» Task requirements: What you print should match the entries exactly, only without the pictures.

Data for this task START

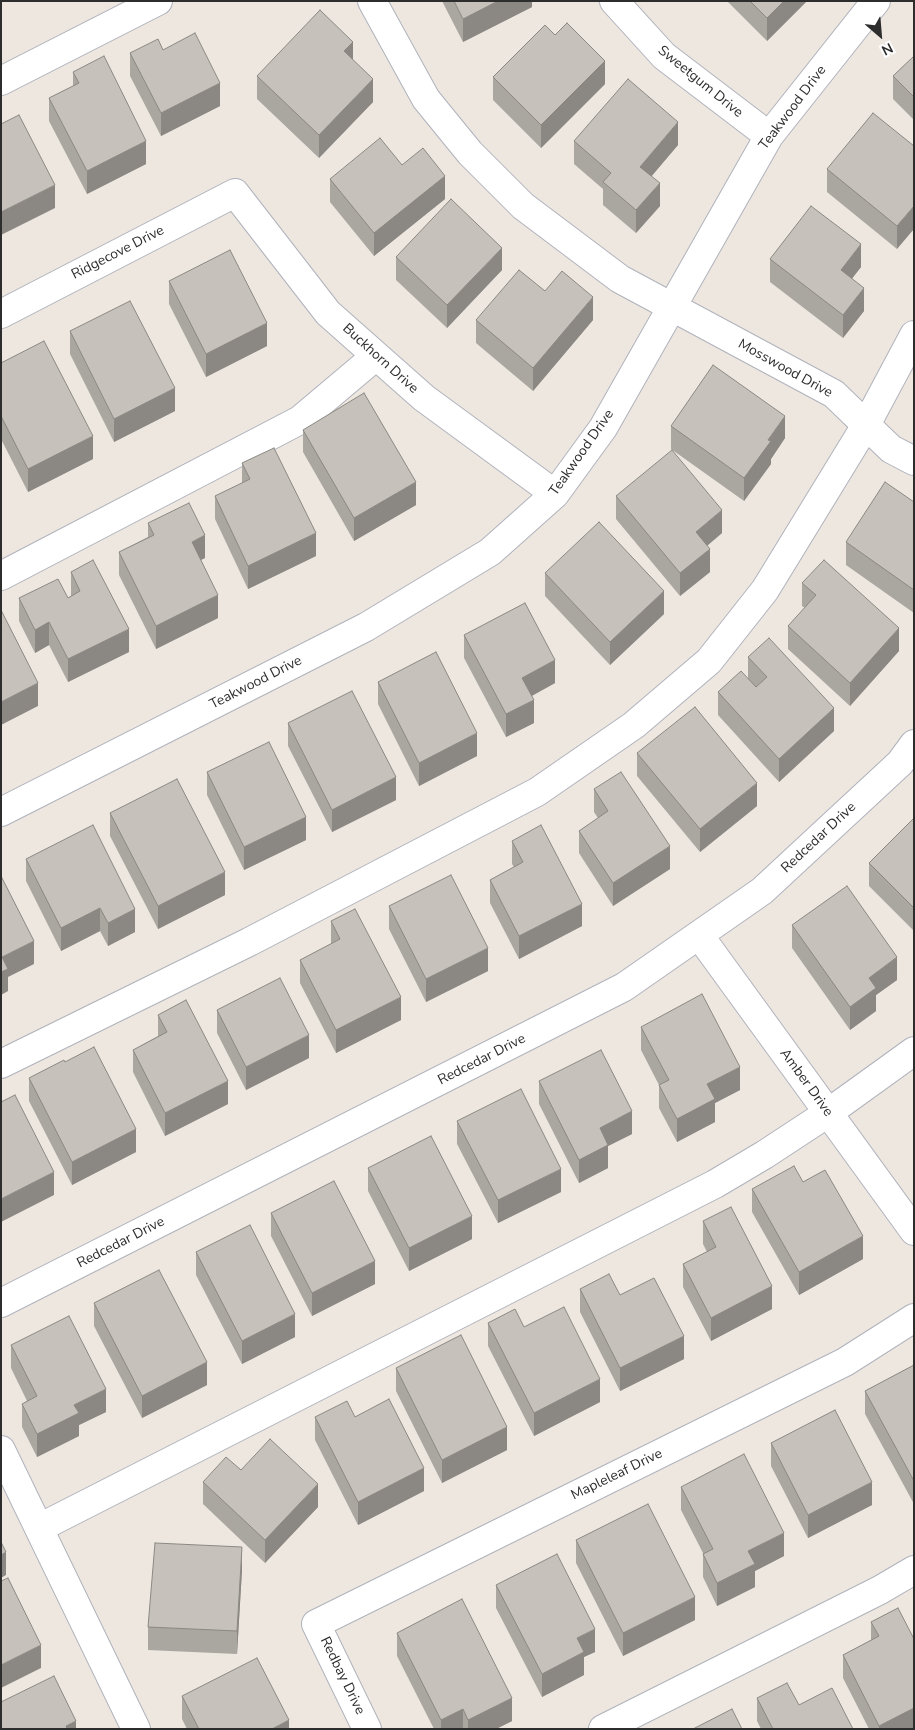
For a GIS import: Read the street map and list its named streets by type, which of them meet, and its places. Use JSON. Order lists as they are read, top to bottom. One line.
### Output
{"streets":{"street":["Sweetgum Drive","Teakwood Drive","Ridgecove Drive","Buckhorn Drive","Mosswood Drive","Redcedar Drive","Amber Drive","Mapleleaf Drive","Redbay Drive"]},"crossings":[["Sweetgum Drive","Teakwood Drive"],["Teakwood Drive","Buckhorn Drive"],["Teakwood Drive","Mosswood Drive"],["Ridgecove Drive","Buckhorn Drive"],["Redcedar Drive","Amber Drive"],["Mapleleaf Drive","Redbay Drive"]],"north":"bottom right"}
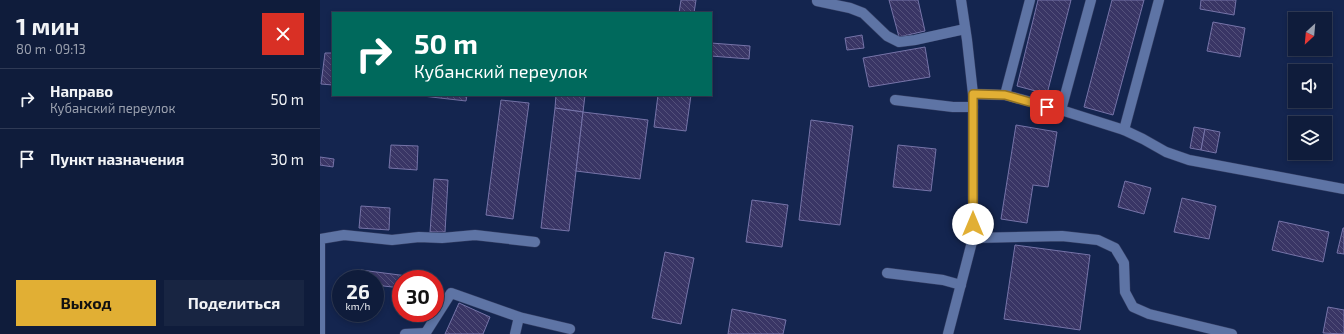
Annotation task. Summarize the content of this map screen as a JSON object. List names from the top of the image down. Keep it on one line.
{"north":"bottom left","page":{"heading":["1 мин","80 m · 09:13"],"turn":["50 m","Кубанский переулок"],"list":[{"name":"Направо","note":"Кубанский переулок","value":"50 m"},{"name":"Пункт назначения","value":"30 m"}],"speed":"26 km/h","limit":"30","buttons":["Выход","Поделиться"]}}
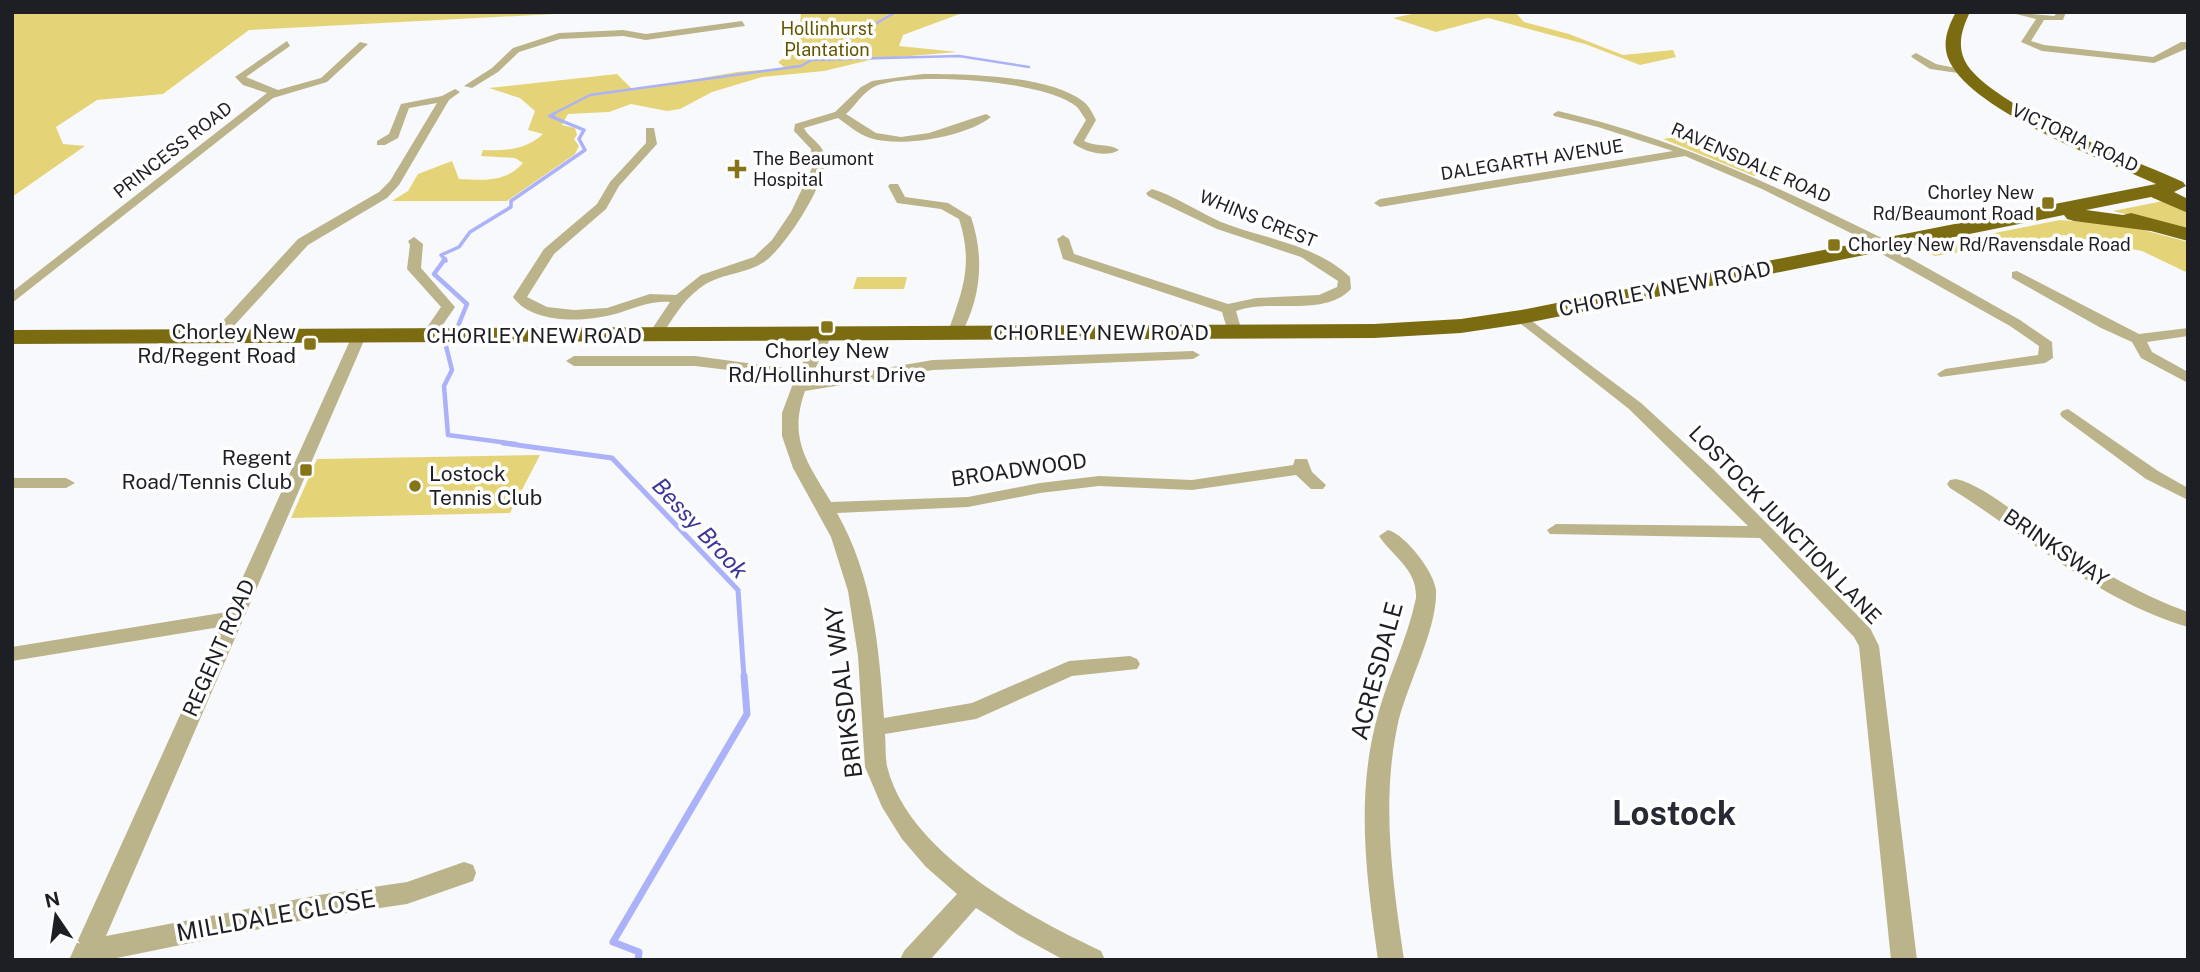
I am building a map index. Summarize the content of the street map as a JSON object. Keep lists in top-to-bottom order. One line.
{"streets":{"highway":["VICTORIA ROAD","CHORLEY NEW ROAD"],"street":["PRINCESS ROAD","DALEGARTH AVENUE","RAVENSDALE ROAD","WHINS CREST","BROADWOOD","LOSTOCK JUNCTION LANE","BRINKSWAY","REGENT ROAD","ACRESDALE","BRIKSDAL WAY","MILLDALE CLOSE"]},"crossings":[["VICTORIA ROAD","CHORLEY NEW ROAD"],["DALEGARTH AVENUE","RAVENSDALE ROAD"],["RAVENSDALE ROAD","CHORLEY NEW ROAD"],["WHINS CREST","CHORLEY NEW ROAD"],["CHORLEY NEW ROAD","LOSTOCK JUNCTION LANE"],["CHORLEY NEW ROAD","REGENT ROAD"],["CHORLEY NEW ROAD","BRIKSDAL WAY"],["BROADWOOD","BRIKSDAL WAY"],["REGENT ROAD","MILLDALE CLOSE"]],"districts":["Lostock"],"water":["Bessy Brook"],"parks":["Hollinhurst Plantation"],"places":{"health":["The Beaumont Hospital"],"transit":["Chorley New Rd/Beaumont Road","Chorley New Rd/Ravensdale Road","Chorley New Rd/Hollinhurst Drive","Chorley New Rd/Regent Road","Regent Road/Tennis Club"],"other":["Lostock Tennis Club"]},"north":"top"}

Data for this task END

» Response:
For a GIS import: Read the street map and list its named streets by type, which of them meet, and its places. Use JSON. Order lists as they are read, top to bottom. One line.
### Output
{"streets":{"street":["Sweetgum Drive","Teakwood Drive","Ridgecove Drive","Buckhorn Drive","Mosswood Drive","Redcedar Drive","Amber Drive","Mapleleaf Drive","Redbay Drive"]},"crossings":[["Sweetgum Drive","Teakwood Drive"],["Teakwood Drive","Buckhorn Drive"],["Teakwood Drive","Mosswood Drive"],["Ridgecove Drive","Buckhorn Drive"],["Redcedar Drive","Amber Drive"],["Mapleleaf Drive","Redbay Drive"]],"north":"bottom right"}
Annotation task. Summarize the content of this map screen as a JSON object. List names from the top of the image down. Keep it on one line.
{"north":"bottom left","page":{"heading":["1 мин","80 m · 09:13"],"turn":["50 m","Кубанский переулок"],"list":[{"name":"Направо","note":"Кубанский переулок","value":"50 m"},{"name":"Пункт назначения","value":"30 m"}],"speed":"26 km/h","limit":"30","buttons":["Выход","Поделиться"]}}
I am building a map index. Summarize the content of the street map as a JSON object. Keep lists in top-to-bottom order. One line.
{"streets":{"highway":["VICTORIA ROAD","CHORLEY NEW ROAD"],"street":["PRINCESS ROAD","DALEGARTH AVENUE","RAVENSDALE ROAD","WHINS CREST","BROADWOOD","LOSTOCK JUNCTION LANE","BRINKSWAY","REGENT ROAD","ACRESDALE","BRIKSDAL WAY","MILLDALE CLOSE"]},"crossings":[["VICTORIA ROAD","CHORLEY NEW ROAD"],["DALEGARTH AVENUE","RAVENSDALE ROAD"],["RAVENSDALE ROAD","CHORLEY NEW ROAD"],["WHINS CREST","CHORLEY NEW ROAD"],["CHORLEY NEW ROAD","LOSTOCK JUNCTION LANE"],["CHORLEY NEW ROAD","REGENT ROAD"],["CHORLEY NEW ROAD","BRIKSDAL WAY"],["BROADWOOD","BRIKSDAL WAY"],["REGENT ROAD","MILLDALE CLOSE"]],"districts":["Lostock"],"water":["Bessy Brook"],"parks":["Hollinhurst Plantation"],"places":{"health":["The Beaumont Hospital"],"transit":["Chorley New Rd/Beaumont Road","Chorley New Rd/Ravensdale Road","Chorley New Rd/Hollinhurst Drive","Chorley New Rd/Regent Road","Regent Road/Tennis Club"],"other":["Lostock Tennis Club"]},"north":"top"}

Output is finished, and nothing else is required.